Although it had a lukewarm reception upon its release, ‘Round About Midnight has since been regarded by critics as a masterpiece of the hard bop genre and one of the greatest jazz albums of all time.

At the Newport Jazz Festival in 1955, Davis performed the song “‘Round Midnight” as part of an all-star jam session, with the song’s composer Thelonious Monk, along with Connie Kay and Percy Heath of the Modern Jazz Quartet, Zoot Sims, and Gerry Mulligan. Davis’s solo received an extremely positive reception from many jazz fans, and critics. It was viewed as a significant comeback and indication of a healthy, drug-free Davis (he had in fact been free from heroin addiction for well over a year). Davis’ response to this performance was typically laconic: “What are they talking about?
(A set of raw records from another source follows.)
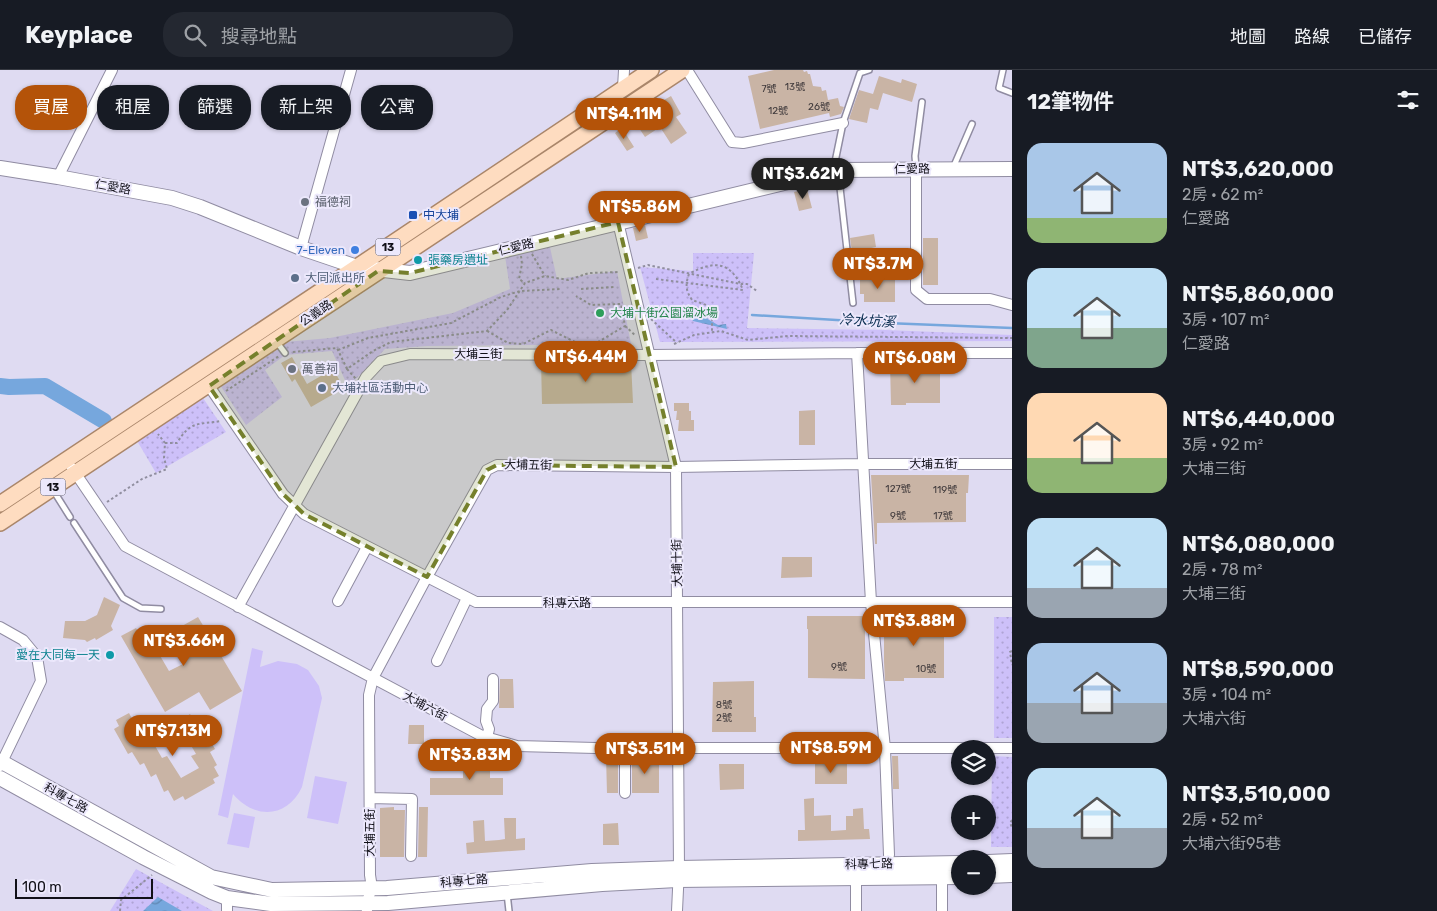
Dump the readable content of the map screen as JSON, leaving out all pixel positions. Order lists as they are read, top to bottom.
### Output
{
  "streets": {
    "main road": ["13", "公義路"],
    "street": [
      "仁愛路",
      "大埔三街",
      "大埔五街",
      "大埔十街",
      "科專六路",
      "大埔六街",
      "科專七路"
    ]
  },
  "crossings": [
    ["仁愛路", "公義路"],
    ["仁愛路", "大埔十街"],
    ["公義路", "科專六路"],
    ["公義路", "大埔六街"],
    ["大埔三街", "大埔十街"],
    ["大埔三街", "科專六路"],
    ["大埔三街", "大埔六街"],
    ["大埔五街", "大埔十街"],
    ["大埔五街", "科專六路"],
    ["大埔五街", "大埔六街"],
    ["大埔五街", "科專七路"],
    ["大埔十街", "科專六路"],
    ["大埔十街", "大埔六街"],
    ["大埔十街", "科專七路"]
  ],
  "water": ["冷水坑溪"],
  "places": {
    "other": [
      "福德祠",
      "7-Eleven",
      "張藥房遺址",
      "大同派出所",
      "大埔十街公園溜冰場",
      "萬善祠",
      "大埔社區活動中心",
      "愛在大同每一天"
    ],
    "transit": ["中大埔"]
  },
  "house_numbers": [
    "13號",
    "7號",
    "26號",
    "12號",
    "127號",
    "119號",
    "9號",
    "17號",
    "9號",
    "10號",
    "8號",
    "2號"
  ],
  "scale_bar": "100 m",
  "page": {
    "header": "Keyplace",
    "search": "搜尋地點",
    "nav": ["地圖", "路線", "已儲存"],
    "heading": "12筆物件",
    "chip": [
      "買屋",
      "租屋",
      "篩選",
      "新上架",
      "公寓"
    ],
    "price": [
      "NT$4.11M",
      "NT$3.62M",
      "NT$5.86M",
      "NT$3.7M",
      "NT$6.44M",
      "NT$6.08M",
      "NT$3.88M",
      "NT$3.66M",
      "NT$7.13M",
      "NT$8.59M",
      "NT$3.51M",
      "NT$3.83M"
    ],
    "list": [
      {
        "name": "NT$3,620,000",
        "note": "2房 · 62 m² · 仁愛路"
      },
      {
        "name": "NT$5,860,000",
        "note": "3房 · 107 m² · 仁愛路"
      },
      {
        "name": "NT$6,440,000",
        "note": "3房 · 92 m² · 大埔三街"
      },
      {
        "name": "NT$6,080,000",
        "note": "2房 · 78 m² · 大埔三街"
      },
      {
        "name": "NT$8,590,000",
        "note": "3房 · 104 m² · 大埔六街"
      },
      {
        "name": "NT$3,510,000",
        "note": "2房 · 52 m² · 大埔六街95巷"
      }
    ],
    "map_buttons": ["+", "−"],
    "scale": "100 m"
  }
}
I just played the way I always play.”[5] George Avakian of Columbia Records was in the audience, and his brother Aram persuaded him that he ought to sign Davis to the label.[6] Davis was eventually signed to Columbia Records, and was able to form his famous “first great quintet” with John Coltrane on saxophone. ‘Round About Midnight was to be his first album for his new label.

Davis was still under contract to Prestige Records, but had an agreement that he could record material for Columbia to release after the expiration of his Prestige contract. The recording dates for the album were at Columbia Records’ studios; the first session was on October 26, 1955, at Studio D, during which the track “Ah-Leu-Cha” was recorded along with three other numbers that did not appear on the album. This is the first studio recording of the quintet. The remainder of the album was recorded during sessions on June 5, 1956 (“Dear Old Stockholm”, “Bye Bye Blackbird” and “Tadd’s Delight”) and September 10, 1956 (“All of You” and the titular “‘Round Midnight”) at Columbia’s 30th Street Studio. During the same period, the Miles Davis Quintet was also recording sessions to fulfill its contract with Prestige. (by wikipedia)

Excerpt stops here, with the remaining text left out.